◆ **WORK TASK**
Among the lines of the data, copy those that hold "Urbandale".

__________________________________________________

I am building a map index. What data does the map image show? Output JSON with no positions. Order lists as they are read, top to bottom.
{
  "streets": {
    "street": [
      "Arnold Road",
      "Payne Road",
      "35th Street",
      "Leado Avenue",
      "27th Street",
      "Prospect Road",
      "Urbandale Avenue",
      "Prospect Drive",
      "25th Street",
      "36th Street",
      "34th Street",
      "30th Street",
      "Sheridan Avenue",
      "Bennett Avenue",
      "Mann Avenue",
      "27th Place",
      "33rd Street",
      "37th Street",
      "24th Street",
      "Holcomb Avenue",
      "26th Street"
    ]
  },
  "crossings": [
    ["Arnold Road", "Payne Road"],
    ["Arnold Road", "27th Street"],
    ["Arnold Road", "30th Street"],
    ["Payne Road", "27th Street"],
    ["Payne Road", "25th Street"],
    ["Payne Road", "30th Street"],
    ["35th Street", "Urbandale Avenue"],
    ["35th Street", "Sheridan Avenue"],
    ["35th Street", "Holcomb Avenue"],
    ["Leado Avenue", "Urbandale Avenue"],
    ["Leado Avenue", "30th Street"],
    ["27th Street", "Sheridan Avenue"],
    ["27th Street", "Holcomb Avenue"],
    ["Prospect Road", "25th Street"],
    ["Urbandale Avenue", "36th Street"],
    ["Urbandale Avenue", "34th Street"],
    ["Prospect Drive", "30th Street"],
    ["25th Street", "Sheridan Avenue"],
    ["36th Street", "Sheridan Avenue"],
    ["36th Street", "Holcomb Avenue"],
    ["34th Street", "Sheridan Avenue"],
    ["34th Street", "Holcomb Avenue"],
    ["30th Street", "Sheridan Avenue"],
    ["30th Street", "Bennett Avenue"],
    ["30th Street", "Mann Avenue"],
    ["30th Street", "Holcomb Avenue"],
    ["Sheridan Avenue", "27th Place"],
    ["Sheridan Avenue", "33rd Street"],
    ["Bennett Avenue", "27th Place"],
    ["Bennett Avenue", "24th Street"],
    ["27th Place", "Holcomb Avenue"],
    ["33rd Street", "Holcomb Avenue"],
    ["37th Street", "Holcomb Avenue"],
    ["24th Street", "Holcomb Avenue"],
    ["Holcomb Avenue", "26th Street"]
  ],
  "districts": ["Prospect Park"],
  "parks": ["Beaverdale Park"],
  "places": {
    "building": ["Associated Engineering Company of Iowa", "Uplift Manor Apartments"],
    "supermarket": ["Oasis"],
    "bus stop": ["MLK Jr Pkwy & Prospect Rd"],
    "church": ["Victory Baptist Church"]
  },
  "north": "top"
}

__________________________________________________

◆ **SOLUTION TO THIS EXERCISE**
      "Urbandale Avenue",
    ["35th Street", "Urbandale Avenue"],
    ["Leado Avenue", "Urbandale Avenue"],
    ["Urbandale Avenue", "36th Street"],
    ["Urbandale Avenue", "34th Street"],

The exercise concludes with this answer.